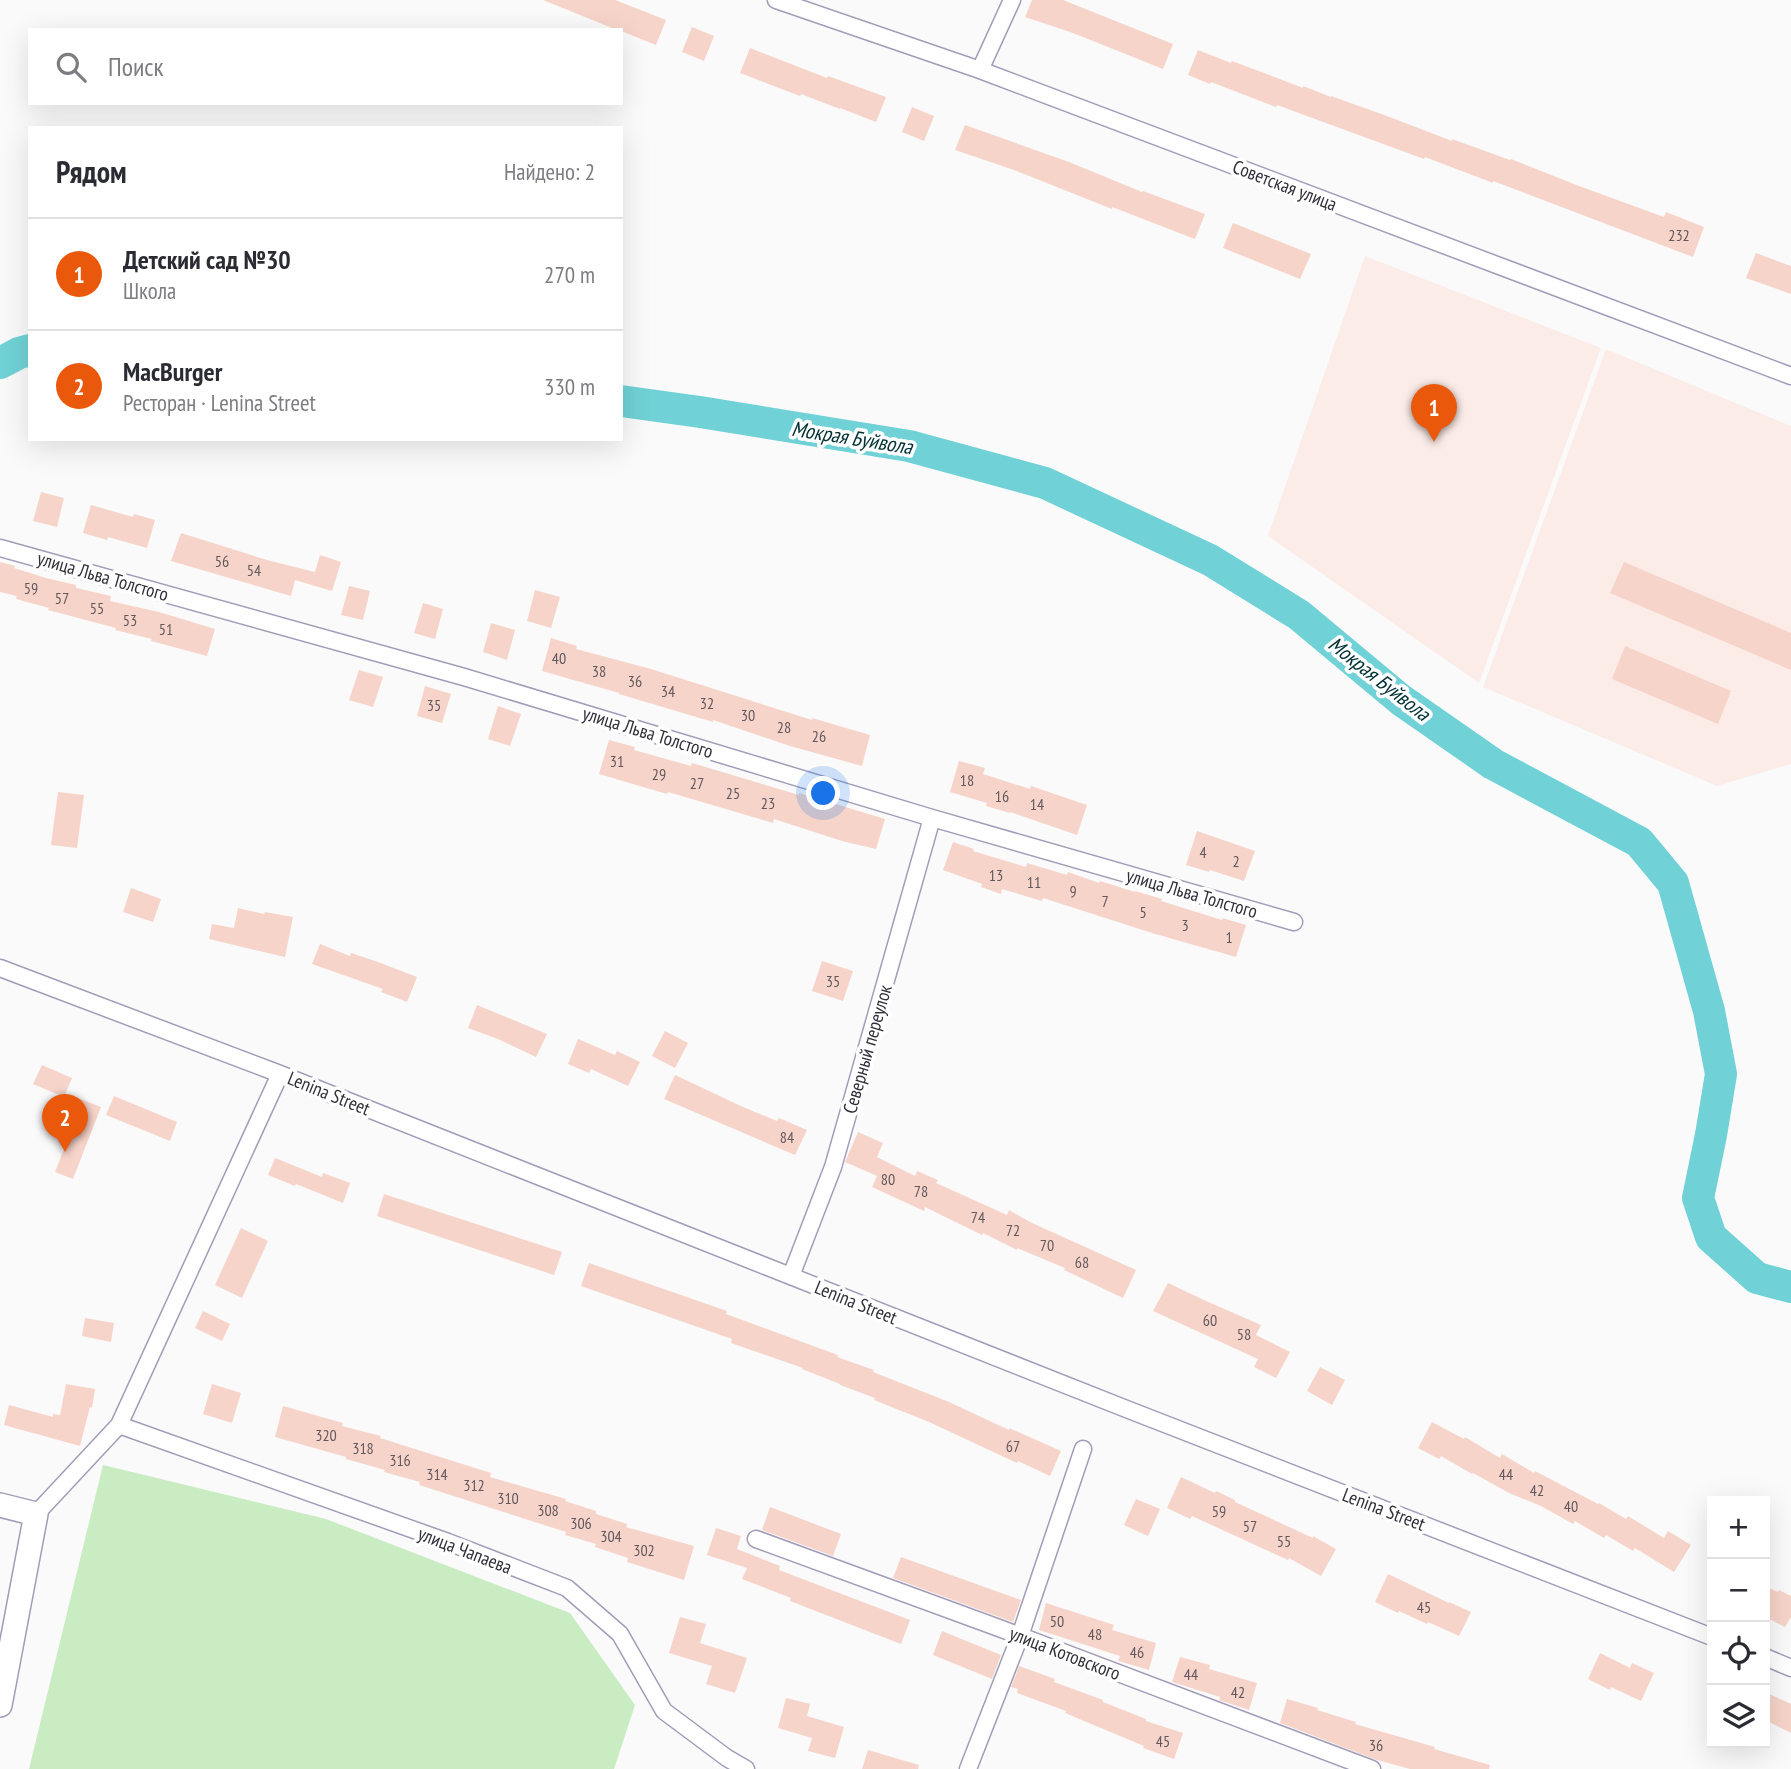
<!DOCTYPE html>
<html lang="ru">
<meta charset="utf-8">
<style>
body{margin:0;font-family:"PT Sans Narrow",sans-serif;background:#f2f2f3;color:#2b2b33}
.controls{position:absolute;right:21px;bottom:21px;display:grid;overflow:hidden;border-radius:0px;box-shadow:0 7px 28px #0002}
.controls button{width:63px;height:63px;display:grid;place-items:center;padding:0;border:0;border-bottom:2px solid #e1e1e2;background:#fff;color:#2b2b33;font:35px sans-serif}
.you{position:absolute;left:824px;top:794px;width:24px;height:24px;margin:-18px;border:5px solid #fff;border-radius:50%;background:#1a73e8;box-shadow:0 0 0 10px #1a73e833}
.badge{display:grid;place-items:center;width:46px;height:46px;border-radius:50%;background:#ea580c;color:#fff;font-size:23px;font-weight:700}
.pin{position:absolute;translate:-50% -58px;filter:drop-shadow(0 2px 4px #0008)}
.pin::after{content:'';position:absolute;top:37px;width:24px;height:21px;background:inherit;clip-path:polygon(0 0,100% 0,50% 100%)}
.list{margin:0;padding:0;list-style:none}
h2{display:flex;justify-content:space-between;align-items:center;height:91px;margin:0;padding:0 28px;font-size:30px}
h2 small{font-size:23px;font-weight:400;color:#7c7c81}
.list li{display:grid;grid-template-columns:46px 1fr auto;gap:21px;align-items:center;box-sizing:border-box;height:112px;padding:0 28px;border-top:2px solid #e1e1e2}
.list b{display:block;font-size:26px;white-space:nowrap}
.list p{margin:0;font-size:23px;white-space:nowrap;color:#7c7c81}
.list em{font-size:23px;font-style:normal;color:#7c7c81}
.icon{flex:none;width:38px;height:38px;fill:none;stroke:currentColor;stroke-width:2;stroke-linecap:round;stroke-linejoin:round}
.map{position:relative;flex:none;width:1791px;height:1769px;overflow:hidden}
.search{position:absolute;background:#fff;box-shadow:0 7px 28px #0002;left:28px;top:28px;width:595px;height:77px;display:flex;align-items:center;gap:18px;box-sizing:border-box;padding:0 24px;border-radius:0px;color:#7c7c81;font-size:26px}
.panel{position:absolute;background:#fff;box-shadow:0 7px 28px #0002;left:28px;top:126px;width:595px;height:315px;border-radius:0px}
.map>svg:first-child{display:block}
.education{fill:#fcece8}
.green{fill:#c9ecc2}
.lines{fill:none;stroke-linecap:round;stroke-linejoin:round}
.river{stroke:#70d2d6;stroke-width:32}
.building{fill:#f6d4c9}
.minor-casing{stroke:#a19db9;stroke-width:19}
.secondary-casing{stroke:#a19db9;stroke-width:26}
.minor{stroke:#fff;stroke-width:16}
.secondary{stroke:#fff;stroke-width:23}
.labels{text-anchor:middle;stroke-width:7;stroke-linejoin:round;paint-order:stroke}
.number-label{font-size:16px;fill:#62585e}
.street-label{font-size:19px;fill:#312f3a;stroke:#fff}
.water-label{font-size:21px;font-style:italic;fill:#003134;stroke:#fff}
</style>
<div class="map">
<svg width="1791" height="1769" viewBox="0 0 1791 1769">
<rect width="100%" height="100%" fill="#fafafa"/>
<path class="education" d="M 1365,256 L 1601,348 L 1479,683 L 1268,536 Z
M 1606,349 L 1791,426 L 1791,764 L 1717,786 L 1483,687 Z"/>
<path class="green" d="M 103,1465 L 326,1519 L 570,1613 L 635,1705 L 614,1769 L 29,1769 Z"/>
<g class="lines">
<path class="river" d="M 0,363 L 19,353 L 30,350
M 621,401 L 700,412 L 909,446 L 1045,483 L 1210,560 L 1299,615 L 1401,700 L 1493,764 L 1639,842 L 1673,883 L 1709,1011 L 1721,1074 L 1711,1135 L 1698,1198 L 1711,1237 L 1757,1278 L 1791,1287"/>
</g>
<path class="building" d="M 543,0 L 615,0 L 666,20 L 656,45 L 621,31 L 621,30 L 617,30 Z
M 1032,0 L 1063,0 L 1173,44 L 1163,69 L 1073,33 L 1025,17 Z
M 692,27 L 714,36 L 704,61 L 682,52 Z
M 750,48 L 827,78 L 828,76 L 886,97 L 876,122 L 840,108 L 840,109 L 801,94 L 800,96 L 740,73 Z
M 1198,50 L 1231,63 L 1232,61 L 1264,73 L 1303,88 L 1303,86 L 1331,97 L 1331,96 L 1387,116 L 1452,141 L 1452,139 L 1510,160 L 1511,159 L 1579,186 L 1664,217 L 1666,212 L 1704,227 L 1693,257 L 1493,181 L 1493,183 L 1425,157 L 1424,159 L 1277,105 L 1276,107 L 1211,82 L 1210,84 L 1188,75 Z
M 912,107 L 934,116 L 924,141 L 902,132 Z
M 965,125 L 1069,162 L 1142,192 L 1143,191 L 1205,214 L 1195,239 L 1112,207 L 1112,209 L 1014,170 L 955,150 Z
M 1233,223 L 1311,254 L 1300,279 L 1223,248 Z
M 1756,253 L 1791,266 L 1791,294 L 1746,278 Z
M 41,492 L 64,498 L 57,527 L 33,521 Z
M 91,505 L 133,517 L 134,514 L 155,520 L 147,548 L 108,537 L 107,540 L 83,533 Z
M 181,533 L 267,560 L 315,572 L 320,555 L 341,562 L 332,591 L 295,580 L 291,596 L 171,561 Z
M 0,562 L 15,566 L 14,568 L 46,578 L 76,585 L 76,588 L 111,596 L 110,601 L 159,612 L 215,629 L 207,656 L 151,641 L 152,639 L 115,630 L 116,628 L 48,610 L 49,608 L 16,599 L 17,596 L 0,592 Z
M 1624,562 L 1791,633 L 1791,670 L 1610,593 Z
M 349,586 L 370,591 L 363,620 L 341,615 Z
M 535,590 L 560,597 L 551,628 L 527,621 Z
M 423,603 L 443,609 L 435,639 L 414,633 Z
M 491,623 L 515,630 L 507,660 L 483,652 Z
M 551,638 L 577,646 L 576,649 L 651,669 L 812,720 L 812,718 L 870,735 L 862,766 L 790,746 L 713,720 L 713,722 L 619,694 L 619,693 L 542,671 Z
M 1625,646 L 1731,691 L 1718,724 L 1612,679 Z
M 359,670 L 383,677 L 373,707 L 349,700 Z
M 425,686 L 451,694 L 442,723 L 417,716 Z
M 498,706 L 521,714 L 510,746 L 488,739 Z
M 609,740 L 635,747 L 634,750 L 691,766 L 692,763 L 799,795 L 799,793 L 885,819 L 876,849 L 842,841 L 774,819 L 773,823 L 668,792 L 667,794 L 599,774 Z
M 959,761 L 985,768 L 983,774 L 1030,789 L 1031,786 L 1087,805 L 1077,835 L 1010,812 L 1010,813 L 986,806 L 987,803 L 950,792 Z
M 58,792 L 84,795 L 77,848 L 51,845 Z
M 1197,831 L 1255,851 L 1244,881 L 1210,870 L 1209,872 L 1186,865 Z
M 953,842 L 974,849 L 973,851 L 1026,867 L 1027,863 L 1067,875 L 1068,872 L 1099,883 L 1100,881 L 1135,892 L 1135,891 L 1162,899 L 1161,901 L 1222,920 L 1222,918 L 1246,925 L 1236,957 L 1152,933 L 1043,898 L 1042,901 L 1002,889 L 1001,894 L 981,887 L 982,884 L 943,870 Z
M 131,888 L 161,899 L 153,922 L 123,912 Z
M 238,908 L 264,914 L 265,912 L 293,917 L 285,957 L 209,939 L 212,924 L 234,928 Z
M 320,944 L 350,956 L 351,953 L 378,962 L 417,977 L 407,1002 L 381,992 L 383,989 L 312,964 Z
M 822,961 L 853,971 L 843,1001 L 812,991 Z
M 477,1005 L 547,1034 L 536,1057 L 498,1039 L 468,1028 Z
M 665,1031 L 688,1043 L 675,1068 L 652,1056 Z
M 578,1039 L 615,1055 L 617,1051 L 640,1062 L 628,1086 L 591,1069 L 589,1073 L 568,1064 Z
M 42,1065 L 72,1078 L 64,1097 L 33,1084 Z
M 675,1075 L 743,1107 L 777,1121 L 779,1118 L 807,1130 L 795,1155 L 664,1099 Z
M 114,1096 L 177,1122 L 170,1141 L 106,1115 Z
M 78,1098 L 101,1107 L 73,1179 L 55,1172 L 71,1131 L 71,1121 Z
M 858,1132 L 883,1143 L 877,1157 L 915,1176 L 917,1171 L 938,1180 L 936,1183 L 1007,1215 L 1009,1210 L 1030,1222 L 1136,1270 L 1123,1298 L 1064,1270 L 1065,1268 L 1017,1248 L 1017,1250 L 983,1233 L 982,1235 L 925,1207 L 924,1211 L 872,1187 L 877,1176 L 845,1162 Z
M 275,1158 L 322,1177 L 323,1173 L 350,1183 L 343,1203 L 296,1184 L 295,1186 L 268,1175 Z
M 384,1194 L 562,1252 L 554,1275 L 377,1216 Z
M 241,1228 L 268,1241 L 242,1298 L 215,1285 Z
M 589,1263 L 727,1311 L 726,1314 L 838,1355 L 837,1357 L 874,1370 L 873,1372 L 949,1402 L 1009,1430 L 1009,1428 L 1061,1451 L 1050,1476 L 1018,1461 L 1017,1463 L 929,1422 L 874,1400 L 875,1398 L 840,1385 L 840,1384 L 802,1369 L 803,1368 L 731,1343 L 732,1339 L 581,1286 Z
M 1168,1283 L 1206,1301 L 1261,1325 L 1256,1335 L 1290,1352 L 1276,1378 L 1254,1367 L 1258,1359 L 1153,1311 Z
M 203,1311 L 230,1324 L 222,1341 L 195,1328 Z
M 85,1318 L 114,1323 L 111,1342 L 82,1336 Z
M 1320,1367 L 1345,1380 L 1332,1405 L 1307,1391 Z
M 66,1384 L 95,1389 L 92,1408 L 90,1407 L 80,1446 L 4,1425 L 9,1405 L 53,1417 L 53,1414 L 60,1415 Z
M 212,1384 L 241,1393 L 232,1423 L 203,1414 Z
M 283,1406 L 343,1423 L 342,1426 L 381,1436 L 380,1438 L 491,1473 L 490,1477 L 566,1499 L 565,1501 L 596,1511 L 596,1514 L 627,1524 L 626,1527 L 694,1546 L 684,1580 L 627,1562 L 628,1558 L 595,1547 L 596,1544 L 565,1535 L 566,1532 L 419,1485 L 420,1482 L 384,1472 L 385,1470 L 346,1459 L 346,1457 L 275,1437 Z
M 1432,1422 L 1464,1439 L 1465,1437 L 1500,1458 L 1502,1454 L 1534,1473 L 1535,1471 L 1598,1504 L 1599,1503 L 1626,1519 L 1628,1516 L 1664,1538 L 1668,1531 L 1691,1545 L 1674,1572 L 1635,1548 L 1633,1551 L 1606,1535 L 1604,1538 L 1575,1521 L 1573,1524 L 1541,1506 L 1509,1493 L 1473,1473 L 1472,1474 L 1441,1456 L 1439,1459 L 1418,1448 Z
M 1181,1477 L 1215,1493 L 1216,1491 L 1235,1500 L 1235,1502 L 1313,1538 L 1313,1536 L 1336,1549 L 1321,1576 L 1289,1558 L 1288,1560 L 1192,1516 L 1190,1519 L 1167,1508 Z
M 1136,1499 L 1160,1509 L 1148,1536 L 1124,1525 Z
M 770,1507 L 841,1534 L 833,1556 L 762,1530 Z
M 716,1528 L 741,1536 L 737,1549 L 780,1566 L 779,1570 L 910,1620 L 901,1644 L 790,1601 L 791,1598 L 742,1579 L 747,1568 L 707,1555 Z
M 901,1557 L 1021,1600 L 1013,1622 L 893,1578 Z
M 1388,1574 L 1449,1603 L 1449,1602 L 1471,1612 L 1459,1636 L 1428,1622 L 1427,1624 L 1399,1611 L 1398,1613 L 1375,1602 Z
M 1765,1586 L 1778,1592 L 1779,1590 L 1791,1596 L 1791,1617 L 1785,1627 L 1765,1617 Z
M 1046,1603 L 1114,1625 L 1112,1630 L 1156,1643 L 1149,1670 L 1118,1661 L 1120,1656 L 1039,1630 Z
M 680,1617 L 706,1624 L 700,1643 L 747,1658 L 735,1693 L 706,1684 L 712,1666 L 669,1653 Z
M 942,1631 L 1001,1655 L 992,1679 L 933,1655 Z
M 1600,1653 L 1630,1668 L 1632,1663 L 1654,1673 L 1641,1701 L 1611,1687 L 1610,1690 L 1588,1679 Z
M 1180,1657 L 1210,1665 L 1209,1669 L 1257,1683 L 1249,1710 L 1219,1700 L 1220,1697 L 1172,1682 Z
M 1019,1666 L 1055,1679 L 1054,1682 L 1103,1700 L 1103,1702 L 1146,1719 L 1146,1721 L 1183,1733 L 1174,1759 L 1143,1748 L 1144,1746 L 1065,1713 L 1066,1711 L 1017,1693 L 1018,1689 L 1011,1687 Z
M 1765,1692 L 1791,1704 L 1791,1733 L 1765,1720 Z
M 786,1698 L 810,1704 L 807,1716 L 844,1727 L 835,1758 L 808,1751 L 812,1738 L 778,1728 Z
M 1287,1699 L 1318,1708 L 1317,1710 L 1356,1722 L 1355,1724 L 1435,1747 L 1434,1749 L 1490,1765 L 1489,1769 L 1410,1769 L 1377,1760 L 1280,1723 Z
M 868,1750 L 919,1765 L 918,1769 L 862,1769 Z"/>
<g class="lines">
<g class="minor-casing">
<path id="minor" d="M 776,0 L 980,70 L 1791,376
M 980,70 L 1012,0
M 0,548 L 464,677 L 932,818 L 1294,922
M 0,968 L 280,1074 L 1129,1410 L 1712,1637
M 791,1276 L 833,1167 L 932,818
M 119,1425 L 448,1542 L 567,1588 L 620,1634 L 664,1711 L 727,1758 L 746,1769
M 36,1514 L 119,1425 L 280,1074
M 756,1539 L 999,1628 L 1372,1769
M 1765,1657 L 1791,1668
M 968,1769 L 1020,1636 L 1083,1449"/>
</g>
<g class="secondary-casing">
<path id="secondary" d="M 0,1505 L 36,1514 L 0,1705"/>
</g>
<use href="#minor" class="minor"/>
<use href="#secondary" class="secondary"/>
</g>
<g class="labels">
<g class="number-label">
<text x="1679" y="241">232</text>
<text x="222" y="567">56</text>
<text x="254" y="576">54</text>
<text x="31" y="594">59</text>
<text x="62" y="604">57</text>
<text x="97" y="614">55</text>
<text x="130" y="626">53</text>
<text x="166" y="635">51</text>
<text x="559" y="664">40</text>
<text x="599" y="677">38</text>
<text x="635" y="687">36</text>
<text x="668" y="697">34</text>
<text x="707" y="709">32</text>
<text x="434" y="711">35</text>
<text x="748" y="721">30</text>
<text x="784" y="733">28</text>
<text x="819" y="742">26</text>
<text x="617" y="767">31</text>
<text x="659" y="780">29</text>
<text x="967" y="786">18</text>
<text x="697" y="789">27</text>
<text x="733" y="799">25</text>
<text x="1002" y="802">16</text>
<text x="768" y="809">23</text>
<text x="1037" y="810">14</text>
<text x="1203" y="858">4</text>
<text x="1236" y="867">2</text>
<text x="996" y="881">13</text>
<text x="1034" y="888">11</text>
<text x="1073" y="897">9</text>
<text x="1105" y="907">7</text>
<text x="1143" y="918">5</text>
<text x="1185" y="931">3</text>
<text x="1229" y="943">1</text>
<text x="833" y="987">35</text>
<text x="787" y="1143">84</text>
<text x="888" y="1185">80</text>
<text x="921" y="1197">78</text>
<text x="978" y="1223">74</text>
<text x="1013" y="1236">72</text>
<text x="1047" y="1251">70</text>
<text x="1082" y="1268">68</text>
<text x="1210" y="1326">60</text>
<text x="1244" y="1340">58</text>
<text x="326" y="1441">320</text>
<text x="1013" y="1452">67</text>
<text x="363" y="1454">318</text>
<text x="400" y="1466">316</text>
<text x="437" y="1480">314</text>
<text x="1506" y="1480">44</text>
<text x="474" y="1491">312</text>
<text x="1537" y="1496">42</text>
<text x="508" y="1504">310</text>
<text x="1571" y="1512">40</text>
<text x="548" y="1516">308</text>
<text x="1219" y="1517">59</text>
<text x="581" y="1529">306</text>
<text x="1250" y="1532">57</text>
<text x="611" y="1542">304</text>
<text x="1284" y="1547">55</text>
<text x="644" y="1556">302</text>
<text x="1424" y="1613">45</text>
<text x="1057" y="1627">50</text>
<text x="1095" y="1640">48</text>
<text x="1137" y="1658">46</text>
<text x="1191" y="1680">44</text>
<text x="1238" y="1698">42</text>
<text x="1163" y="1747">45</text>
<text x="1376" y="1751">36</text>
</g>
<g class="street-label">
<text transform="translate(1285 185) rotate(21)" y="7">Советская улица</text>
<text transform="translate(103 576) rotate(16)" y="7">улица Льва Толстого</text>
<text transform="translate(648 732) rotate(17)" y="7">улица Льва Толстого</text>
<text transform="translate(1192 893) rotate(16)" y="7">улица Льва Толстого</text>
<text transform="translate(867 1049) rotate(-74)" y="7">Северный переулок</text>
<text transform="translate(329 1093) rotate(22)" y="7">Lenina Street</text>
<text transform="translate(856 1302) rotate(22)" y="7">Lenina Street</text>
<text transform="translate(1384 1509) rotate(21)" y="7">Lenina Street</text>
<text transform="translate(465 1550) rotate(21)" y="7">улица Чапаева</text>
<text transform="translate(1065 1653) rotate(21)" y="7">улица Котовского</text>
</g>
<g class="water-label">
<text transform="translate(852 438) rotate(9)" y="7">Мокрая Буйвола</text>
<text transform="translate(1379 679) rotate(38)" y="7">Мокрая Буйвола</text>
</g>
</g>
</svg>
<div class="controls">
<button>+</button>
<button>−</button>
<button><svg class="icon" aria-label="locate" viewBox="0 0 24 24"><circle cx="12" cy="12" r="6"/><path d="M12 2v4M12 18v4M2 12h4M18 12h4"/></svg></button>
<button><svg class="icon" aria-label="layers" viewBox="0 0 24 24"><path d="M12 4l9 5-9 5-9-5zM3 14l9 5 9-5"/></svg></button>
</div>
<div class="you"></div>
<div class="pin badge" style="left:1434px;top:442px">1</div>
<div class="pin badge" style="left:65px;top:1152px">2</div>
<div class="search"><svg class="icon" aria-label="search" viewBox="0 0 24 24"><circle cx="10" cy="10" r="6"/><path d="M15 15l6 6"/></svg>Поиск</div>
<section class="panel">
<h2>Рядом<small>Найдено: 2</small></h2>
<ul class="list">
<li><span class="badge">1</span><div><b>Детский сад №30</b><p>Школа</p></div><em>270 m</em></li>
<li><span class="badge">2</span><div><b>MacBurger</b><p>Ресторан · Lenina Street</p></div><em>330 m</em></li>
</ul>
</section>
</div>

····················

» **EXERCISE BRIEF**:
Looking at the material above, work out how many lines have the word "hidden" in them. Answer with that number alone.

» **PROBLEM SOLUTION**:
2